:: EXERCISE INPUTS ::

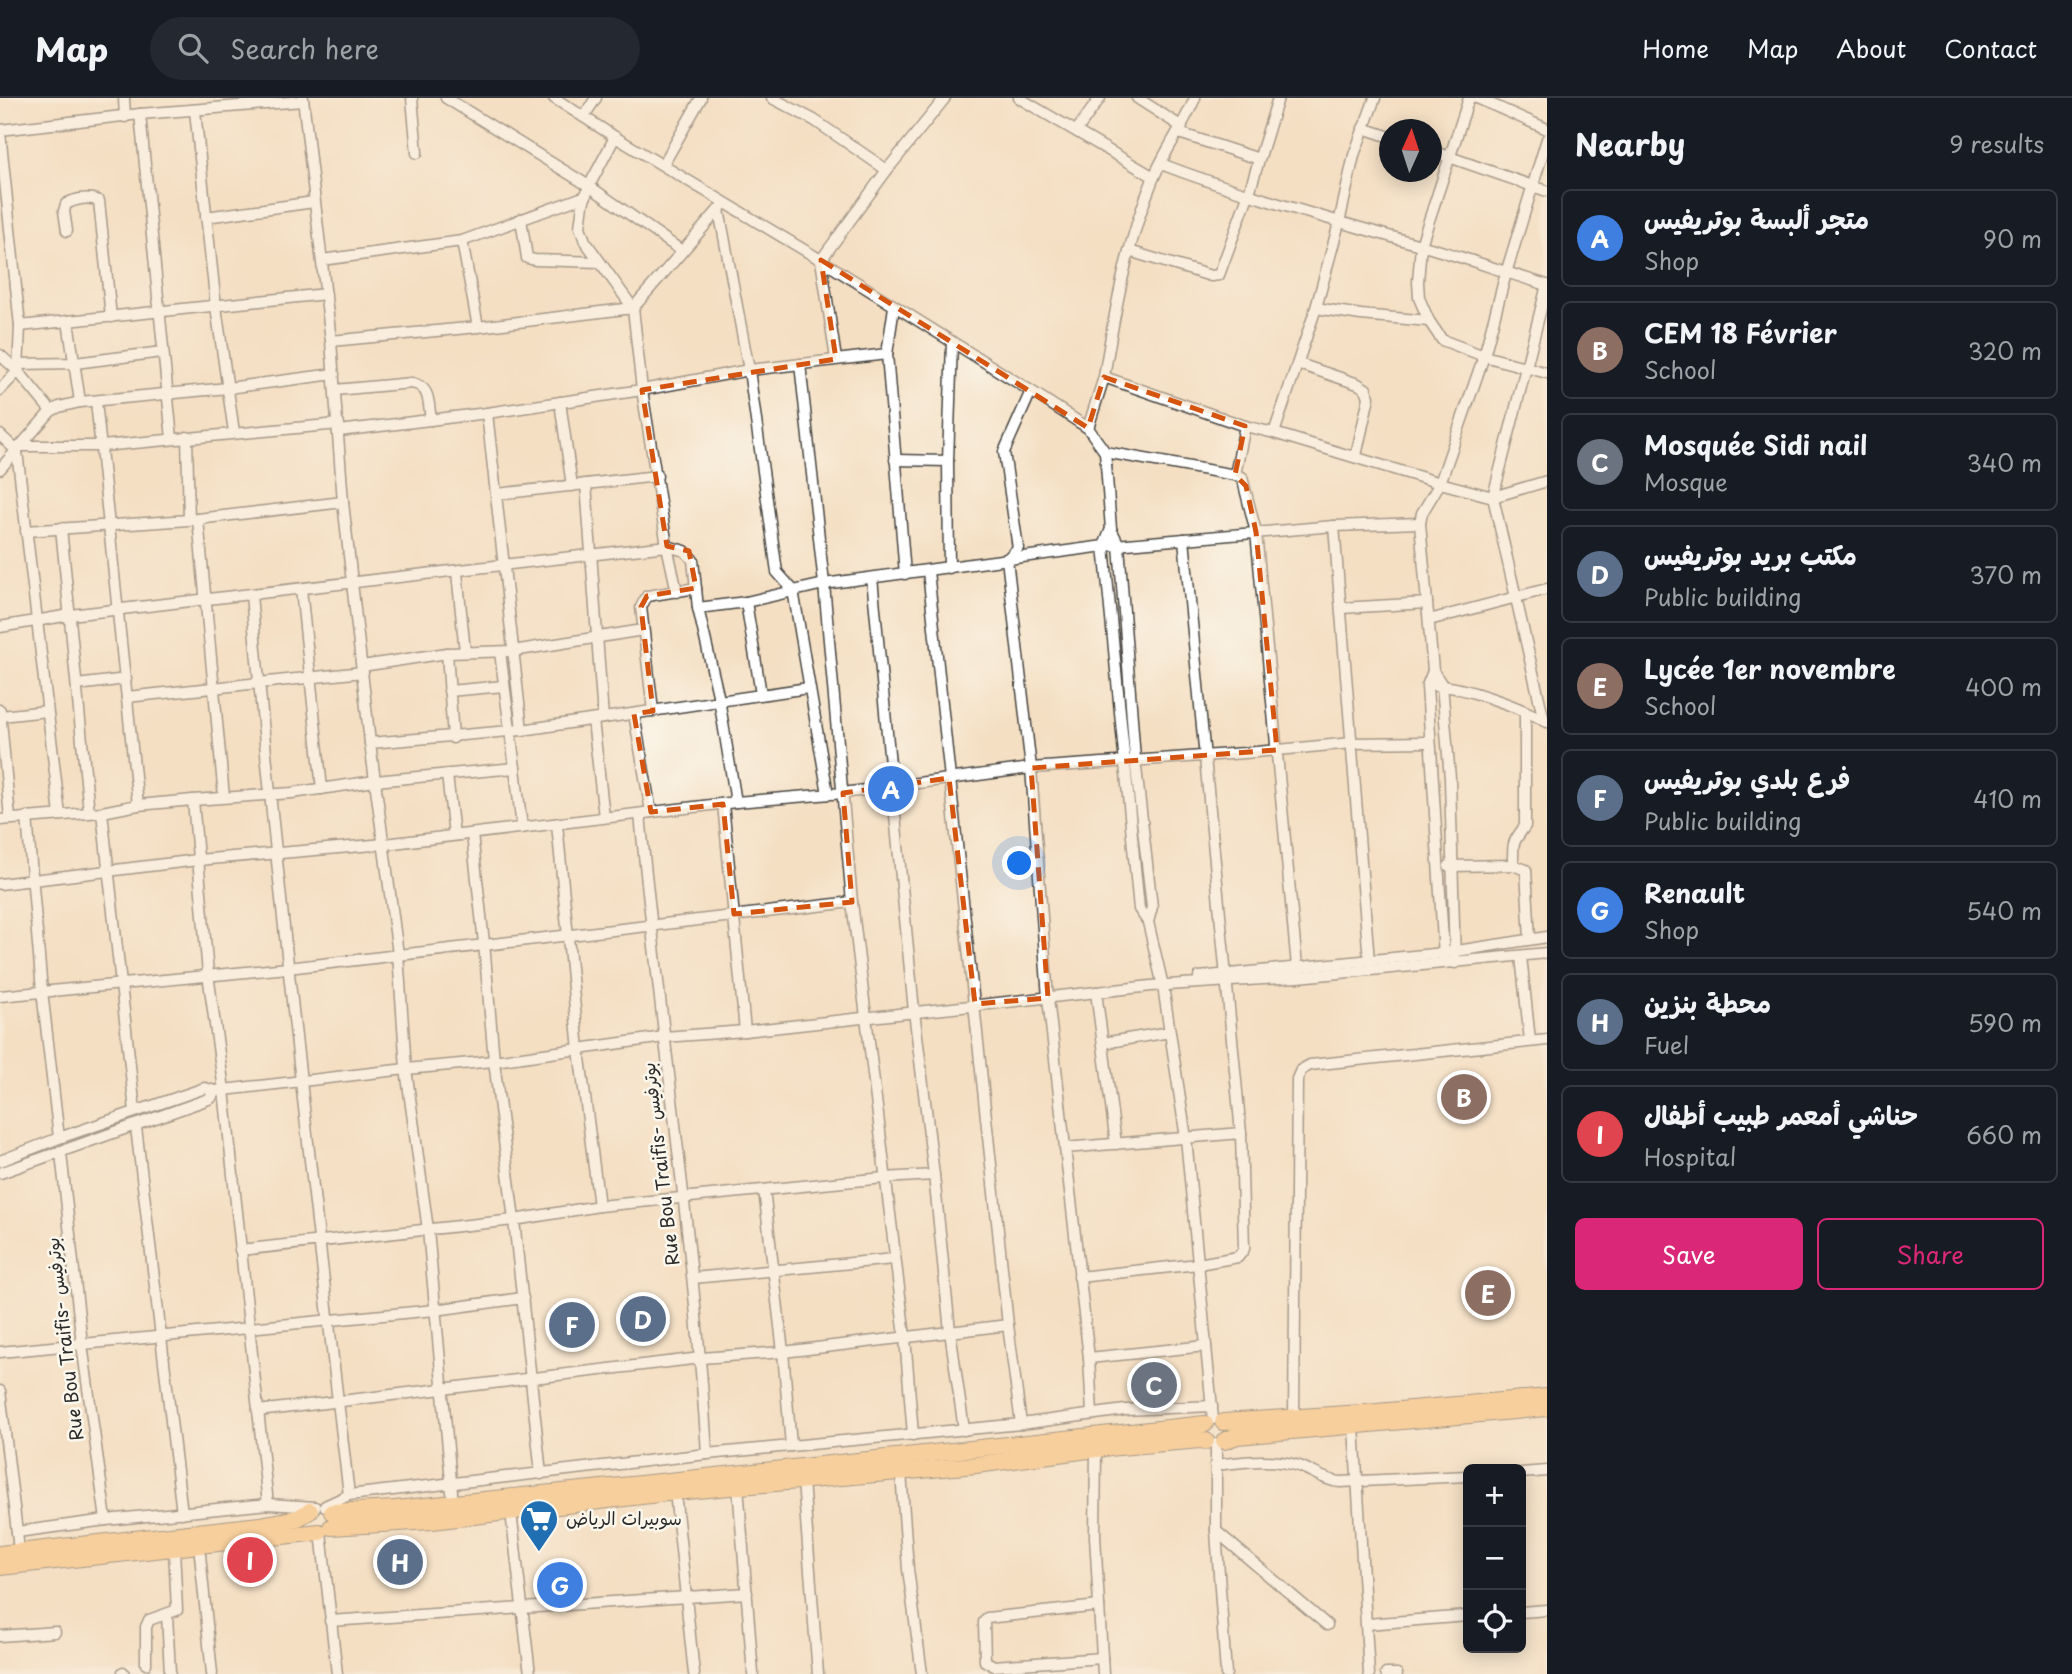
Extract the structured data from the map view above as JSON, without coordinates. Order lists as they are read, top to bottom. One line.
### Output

:::
:: EXERCISE INPUTS ::

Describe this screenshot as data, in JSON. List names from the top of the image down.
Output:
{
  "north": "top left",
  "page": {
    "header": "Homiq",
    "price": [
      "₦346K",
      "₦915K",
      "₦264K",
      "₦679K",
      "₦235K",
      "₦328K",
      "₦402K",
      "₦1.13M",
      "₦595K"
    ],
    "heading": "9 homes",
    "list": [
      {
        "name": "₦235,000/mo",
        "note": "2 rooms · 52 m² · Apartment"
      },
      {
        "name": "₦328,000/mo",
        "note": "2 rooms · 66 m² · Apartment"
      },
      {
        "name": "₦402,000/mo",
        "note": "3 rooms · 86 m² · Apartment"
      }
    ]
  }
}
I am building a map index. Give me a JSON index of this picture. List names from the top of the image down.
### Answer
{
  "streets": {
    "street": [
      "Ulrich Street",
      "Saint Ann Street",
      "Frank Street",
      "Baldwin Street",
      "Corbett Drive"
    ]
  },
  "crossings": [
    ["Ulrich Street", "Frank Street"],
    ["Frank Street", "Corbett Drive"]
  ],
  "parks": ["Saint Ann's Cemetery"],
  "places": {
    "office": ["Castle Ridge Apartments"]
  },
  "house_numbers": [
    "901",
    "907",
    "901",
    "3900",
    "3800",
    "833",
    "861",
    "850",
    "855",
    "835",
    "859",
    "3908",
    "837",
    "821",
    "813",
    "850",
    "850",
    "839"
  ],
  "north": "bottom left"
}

:::

PROBLEM: Copy out every line of the data where the word "this" occurs.

RESPONSE TO THE EXERCISE:
Describe this screenshot as data, in JSON. List names from the top of the image down.
I am building a map index. Give me a JSON index of this picture. List names from the top of the image down.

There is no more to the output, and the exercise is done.